Doch Prigoschins Schatten ist lang. Zum einstigen Mediengeflecht des Unternehmers zählte die sogenannte Trollfabrik, die unter anderem 2016 zugunsten Donald Trumps im amerikanischen Präsidentenwahlkampf mitmischte. Im Juni nahm der Inlandsgeheimdienst FSB zwei frühere Medienmanager Prigoschins in Petersburg fest, die, so der Vorwurf, versucht hätten, von einem dritten, ebenfalls mit dem Geschäftsmann verbundenen Mann Geld zu erpressen, mit der Drohung, ansonsten kompromittierendes Material über ihn oder seine Familie zu veröffentlichen.

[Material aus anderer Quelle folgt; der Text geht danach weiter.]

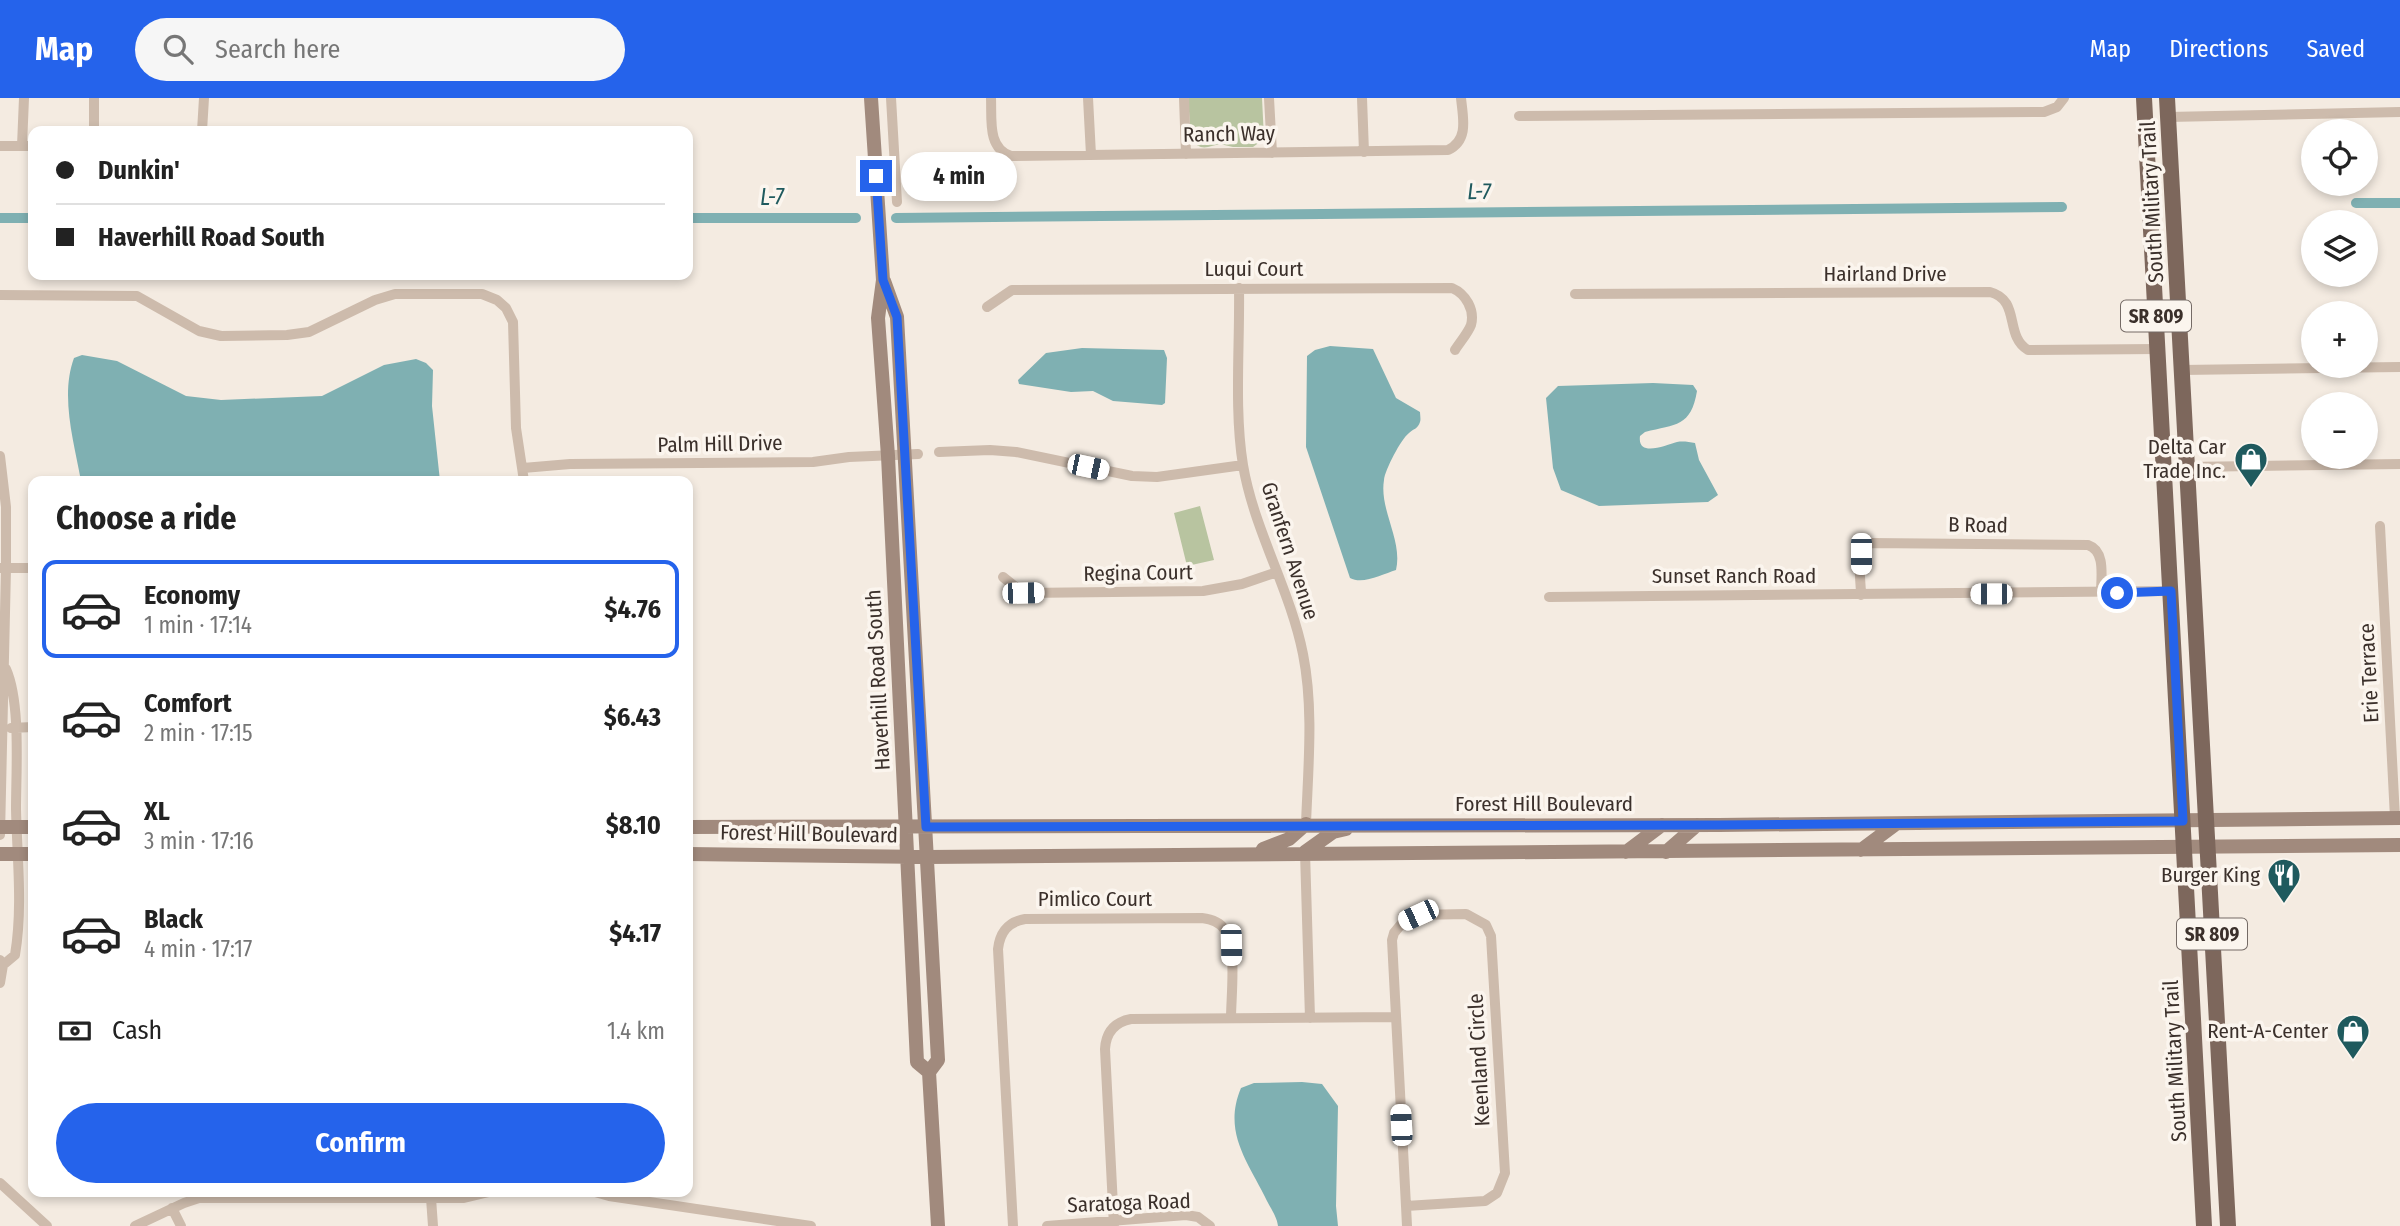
<!DOCTYPE html>
<meta charset="utf-8">
<style>
:root{--surface:#fff;--page:#f6f6f6;--text:#222;--muted:#767676;--line:#e0e0e0;--accent:#2563eb}
body{margin:0;font-family:"Fira Sans Condensed",sans-serif;background:var(--page);color:var(--text);height:100vh;display:flex;flex-direction:column;font-size:26px;white-space:nowrap}
*{box-sizing:border-box;margin:0}
p{font-size:23px;color:var(--muted)}
.icon{flex:none;width:38px;height:38px;fill:none;stroke:currentColor;stroke-width:2;stroke-linecap:round;stroke-linejoin:round}
.map{position:relative;flex:1;overflow:hidden}
.panel{position:absolute;left:28px;top:378px;width:665px;height:721px;display:flex;flex-direction:column;background:var(--surface);border-radius:14px;box-shadow:0 4px 10px #0003}
.panel>*{flex:none}
.hud{position:absolute;left:28px;top:28px;width:665px;height:154px;border-radius:14px;box-shadow:0 4px 10px #0003;display:grid;align-content:center;height:154px;padding:0 28px;background:var(--surface)}
.buttons{position:absolute;left:2301px;top:21px;display:grid;gap:14px}
.buttons a{display:grid;place-items:center;width:77px;height:77px;border-radius:50%;background:var(--surface);box-shadow:0 4px 10px #0003;font-size:35px}
.end{position:absolute;width:32px;height:32px;margin:-16px;border:9px solid #2563eb;background:#fff;box-shadow:0 0 0 4px #fff}
.from{border-radius:50%}
.bubble{position:absolute;height:49px;border-radius:24px;background:var(--surface);box-shadow:0 4px 10px #0003;font-size:23px;font-weight:700;line-height:49px;text-align:center}
.car{position:absolute;width:21px;height:42px;margin:-21px -10px;border-radius:9px;box-shadow:0 0 5px 2px #0007;background:linear-gradient(#fff 24%,#345 0 40%,#fff 0 76%,#345 0 86%,#fff 0)}
.hud b{display:flex;align-items:center;gap:24px;height:66px;font-size:26px}
.hud b+b{border-top:2px solid var(--line)}
.hud i{width:18px;height:18px;background:var(--text)}
ul{padding:0;list-style:none}
li{display:flex;align-items:center;gap:21px;height:98px;margin:0 14px 10px;padding:0 14px;border:4px solid transparent;border-radius:14px}
li div{flex:1}
li b{display:block;font-size:26px}
li em{font-style:normal;font-weight:700}
li.selected{border-color:var(--accent)}
li>.icon{width:63px;height:63px;stroke-width:1.5}
h2{padding:0 28px;font-size:32px;line-height:84px}
.pay{display:flex;align-items:center;gap:18px;height:77px;padding:0 28px;font-size:26px}
.pay p{margin-inline-start:auto}
.primary-button{display:flex;gap:14px;margin-top:auto;padding:14px 28px}
.primary-button a{flex:1;height:80px;border-radius:42px;background:var(--accent);color:#fff;font-size:28px;font-weight:700;line-height:80px;text-align:center}
header{display:flex;align-items:center;gap:42px;box-sizing:border-box;height:98px;padding:0 35px;background:var(--accent);color:#fff}
header strong{font-size:33px}
nav{display:flex;gap:38px;margin-inline-start:auto;font-size:24px}
.search{width:490px;height:63px;background:var(--page);display:flex;align-items:center;gap:18px;box-sizing:border-box;padding:0 24px;border-radius:38px;color:var(--muted);font-size:26px}
.map>svg:first-child{display:block}
</style>
<header>
<strong>Map</strong>
<div class="search"><svg class="icon" aria-label="search" viewBox="0 0 24 24"><circle cx="10" cy="10" r="6"/><path d="M15 15l6 6"/></svg>Search here</div>
<nav><a>Map</a><a>Directions</a><a>Saved</a></nav>
</header>
<div class="map">
<svg width="2400" height="1128" viewBox="0 0 2400 1128">
<rect width="100%" height="100%" fill="#f4ebe1"/>
<path fill="#b8c4a0" d="M1188 0H1262L1264 41 1253 49H1233L1220 46C1209 48 1200 55 1191 40Z
M1200 408 1214 462 1187 468 1174 415Z"/>
<path fill="#7fb0b2" d="M1330 248 1373 251 1396 300 1420 314C1420 316 1421 322 1420 324 1418 331 1413 331 1409 335 1401 341 1385 372 1384 382 1379 412 1403 442 1396 472 1383 476 1363 487 1350 480L1306 349 1307 258 1315 252Z
M1082 250 1164 252 1167 260 1165 305 1162 307 1113 303 1093 293 1071 294 1019 286 1018 282 1046 255Z
M82 257 117 263 186 298 221 302 322 298 384 267 416 261 426 265 433 272 432 308 440 383H81C74 344 60 298 74 260Z
M1653 285 1693 287 1697 293C1691 329 1676 326 1645 334L1640 338C1637 360 1666 347 1677 344 1683 343 1689 344 1695 345L1699 362 1718 397 1708 404 1599 408 1561 392 1553 370 1546 300 1558 288Z
M1302 984 1322 986 1338 1008 1336 1108 1338 1128H1278C1277 1119 1271 1111 1267 1103 1249 1065 1222 1035 1241 990L1254 985Z"/>
<g fill="none" stroke-linecap="round" stroke-linejoin="round">
<path stroke="#7fb0b2" stroke-width="10" d="M2356 105H2400
M0 120H33
M688 120H856
M896 120 2062 109"/>
<path stroke="#cdbbac" stroke-width="10" d="M94 0V33
M891 0 897 104
M991 0C992 21 987 50 1011 58L1448 52C1469 42 1463 20 1461 0
M1088 0 1091 57
M1184 0 1186 56
M1269 0 1272 55
M1362 0 1364 54
M1519 18 2044 14 2057 9 2064 0
M2168 19 2400 14
M202 33 204 0
M0 48H33
M22 48 24 0
M1239 190C1240 247 1234 312 1243 367 1254 432 1290 491 1303 556 1314 611 1308 671 1306 726
M1575 196 1990 194C2021 202 2004 238 2028 252L2157 251
M0 197 137 198 199 233 221 238 287 237 309 234 375 202 395 196H482L497 202 506 210 513 224 516 330 524 383
M987 209 1012 192 1452 190C1466 196 1475 212 1471 227 1468 235 1460 244 1455 252
M2182 272 2400 269
M939 354 990 352 1016 354 1132 378 1157 379 1243 367
M0 358 6 409V470L0 737
M2187 369 2400 366
M523 370 570 366 813 364 849 359 918 356
M2380 428 2395 720
M1 470H33
M1003 479 1023 495 1203 493 1242 486 1277 474
M1861 497C1861 481 1855 455 1869 445L2088 447C2106 453 2101 479 2101 495
M1549 499 2171 493
M11 630 33 629
M1305 754 1310 920
M3 867 15 857C23 809 17 759 16 711 16 672 21 605 6 571
M0 885 3 867 0 862
M0 1085 47 1128
M595 1094 609 1098 811 1128
M431 1100 433 1128
M1406 1108 1485 1103 1497 1095 1505 1075 1491 838 1486 827 1466 816 1417 817 1403 824 1394 835 1392 842 1406 1108 1407 1128
M172 1110 181 1128
M135 1128 184 1105 199 1100H464L489 1094
M1013 1128 998 851C1000 834 1008 824 1025 821L1202 820C1211 821 1220 824 1225 832 1237 849 1231 899 1231 920
M1047 1128 1186 1117 1198 1119 1210 1128
M1114 1128 1105 951C1106 934 1115 924 1131 921L1395 919"/>
<path stroke="#a18a7d" stroke-width="14" d="M871 0 883 182 878 220 888 358 917 964 929 974
M884 183 897 219 938 962 929 974 938 1128
M0 729H33
M688 729 1719 727 2400 720
M1263 751 1289 741 1306 726
M1861 752 1896 726
M1305 754 1333 734 1346 731
M1626 754 1662 727
M1666 754 1697 727
M0 756H33
M688 756 928 759 2400 747"/>
<path stroke="#7d675c" stroke-width="16" d="M2144 0 2204 1128
M2167 0 2228 1128"/>
</g>
<g fill="none" stroke-linecap="round" stroke-linejoin="round">
<path stroke="#2563eb" stroke-width="9" d="M876 78 883 182 897 219 926 729 1719 727 2183 723 2171 493 2117 495"/>
</g>
<defs>
<symbol id="shop-pin" viewBox="-11 -11 22 30"><path d="M0 17L-7.5 6A9.5 9.5 0 1 1 7.5 6Z" fill="#1f5a5e" stroke="#fbf5ee"/><path d="M-5-2.5h2.3a2.7 3.5 0 0 1 5.4 0H5L5.5 6h-11ZM-1.5-2.5h3a1.5 2.3 0 0 0-3 0Z" fill="#fff"/></symbol>
<symbol id="restaurant-pin" viewBox="-11 -11 22 30"><path d="M0 17L-7.5 6A9.5 9.5 0 1 1 7.5 6Z" fill="#1f5a5e" stroke="#fbf5ee"/><path d="M-5-6h1v4h1v-4h1v4h1v-4h1v5L-1.5 .5V6h-2V.5L-5-1ZM5-6V6H3V1.5H1.5Q1.5-4 5-6Z" fill="#fff"/></symbol>
</defs>
<g fill-rule="evenodd">
<use href="#shop-pin" x="2232" y="342" width="38" height="52"/>
<use href="#restaurant-pin" x="2265" y="758" width="38" height="52"/>
<use href="#shop-pin" x="2334" y="914" width="38" height="52"/>
</g>
<g text-anchor="middle" dominant-baseline="central" stroke-width="7" stroke-linejoin="round" paint-order="stroke">
<g fill="#fbf5ee" stroke="#756b66" stroke-width="2">
<rect x="2121" y="202.5" width="70" height="31" rx="5"/>
<rect x="2177" y="820.5" width="70" height="31" rx="5"/>
</g>
<g font-size="19" font-weight="bold" fill="#3b302b">
<text x="2156" y="218">SR 809</text>
<text x="2212" y="836">SR 809</text>
</g>
<g font-size="21" fill="#3b302b" stroke="#fbf5ee">
<text transform="translate(1229 36) rotate(-1)">Ranch Way</text>
<text transform="translate(2152 104) rotate(-93)">South Military Trail</text>
<text x="1254" y="171">Luqui Court</text>
<text x="1885" y="176">Hairland Drive</text>
<text transform="translate(720 346) rotate(-1)">Palm Hill Drive</text>
<text transform="translate(1978 427) rotate(1)">B Road</text>
<text transform="translate(1290 453) rotate(72)">Granfern Avenue</text>
<text transform="translate(1138 475) rotate(-1)">Regina Court</text>
<text x="1734" y="478">Sunset Ranch Road</text>
<text transform="translate(2369 575) rotate(-93)">Erie Terrace</text>
<text transform="translate(878 582) rotate(-93)">Haverhill Road South</text>
<text x="1544" y="706">Forest Hill Boulevard</text>
<text transform="translate(809 736) rotate(1)">Forest Hill Boulevard</text>
<text x="1095" y="801">Pimlico Court</text>
<text transform="translate(1479 962) rotate(-93)">Keenland Circle</text>
<text transform="translate(2175 963) rotate(-93)">South Military Trail</text>
<text transform="translate(1129 1105) rotate(-2)">Saratoga Road</text>
</g>
<g font-size="21" fill="#3b302b" stroke="#fbf5ee" text-anchor="end">
<text x="2226" y="349">Delta Car<tspan x="2226" dy="24">Trade Inc.</tspan></text>
<text x="2260" y="777">Burger King</text>
<text x="2328" y="933">Rent-A-Center</text>
</g>
<g font-size="23" font-style="italic" fill="#1f5a5e" stroke="#fbf5ee">
<text transform="translate(1479 93) rotate(-1)">L-7</text>
<text x="772" y="99">L-7</text>
</g>
</g>
</svg>
<div class="buttons">
<a><svg class="icon" aria-label="locate" viewBox="0 0 24 24"><circle cx="12" cy="12" r="6"/><path d="M12 2v4M12 18v4M2 12h4M18 12h4"/></svg></a>
<a><svg class="icon" aria-label="layers" viewBox="0 0 24 24"><path d="M12 4l9 5-9 5-9-5zM3 14l9 5 9-5"/></svg></a>
<a>+</a>
<a>−</a>
</div>
<i class="end from" style="left:2117px;top:495px"></i>
<i class="end" style="left:876px;top:78px"></i>
<div class="bubble" style="left:901px;top:54px;width:116px">4 min</div>
<i class="car" style="left:1088px;top:369px;rotate:102deg"></i>
<i class="car" style="left:1861px;top:456px;rotate:180deg"></i>
<i class="car" style="left:1023px;top:495px;rotate:89deg"></i>
<i class="car" style="left:1991px;top:496px;rotate:270deg"></i>
<i class="car" style="left:1418px;top:817px;rotate:245deg"></i>
<i class="car" style="left:1231px;top:847px;rotate:179deg"></i>
<i class="car" style="left:1401px;top:1027px;rotate:357deg"></i>
<div class="hud">
<b><i class="from"></i>Dunkin'</b>
<b><i></i>Haverhill Road South</b>
</div>
<section class="panel">
<h2>Choose a ride</h2>
<ul>
<li class="selected"><svg class="icon" aria-label="car" viewBox="0 0 24 24"><path d="M5 17H2v-5l4-1 3-4h7l3 4 3 1v5h-3M9 17h6M6 11h13"/><circle cx="7" cy="17" r="2"/><circle cx="17" cy="17" r="2"/></svg><div><b>Economy</b><p>1 min · 17:14</p></div><em>$4.76</em></li>
<li><svg class="icon" aria-label="car" viewBox="0 0 24 24"><path d="M5 17H2v-5l4-1 3-4h7l3 4 3 1v5h-3M9 17h6M6 11h13"/><circle cx="7" cy="17" r="2"/><circle cx="17" cy="17" r="2"/></svg><div><b>Comfort</b><p>2 min · 17:15</p></div><em>$6.43</em></li>
<li><svg class="icon" aria-label="car" viewBox="0 0 24 24"><path d="M5 17H2v-5l4-1 3-4h7l3 4 3 1v5h-3M9 17h6M6 11h13"/><circle cx="7" cy="17" r="2"/><circle cx="17" cy="17" r="2"/></svg><div><b>XL</b><p>3 min · 17:16</p></div><em>$8.10</em></li>
<li><svg class="icon" aria-label="car" viewBox="0 0 24 24"><path d="M5 17H2v-5l4-1 3-4h7l3 4 3 1v5h-3M9 17h6M6 11h13"/><circle cx="7" cy="17" r="2"/><circle cx="17" cy="17" r="2"/></svg><div><b>Black</b><p>4 min · 17:17</p></div><em>$4.17</em></li>
</ul>
<div class="pay"><svg class="icon" aria-label="cash" viewBox="0 0 24 24"><path d="M3 7h18v10H3z"/><circle cx="12" cy="12" r="2"/></svg>Cash<p>1.4 km</p></div>
<div class="primary-button"><a>Confirm</a></div>
</section>
</div>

Einer der beiden, der frühere Leiter der Trollfabrik, Ilja Gorbunow, kam vor Kurzem laut dem Telegramkanal WTschK-OGPU aus der Untersuchungshaft frei, da er sich bereit erklärt habe, den Ermittlern Zugang zum „Archiv Prigoschins“ zu gewähren. Der Geschäftsmann soll es angelegt haben, um Prominente, die er habe beschatten und abhören lassen, unter Druck setzen zu können.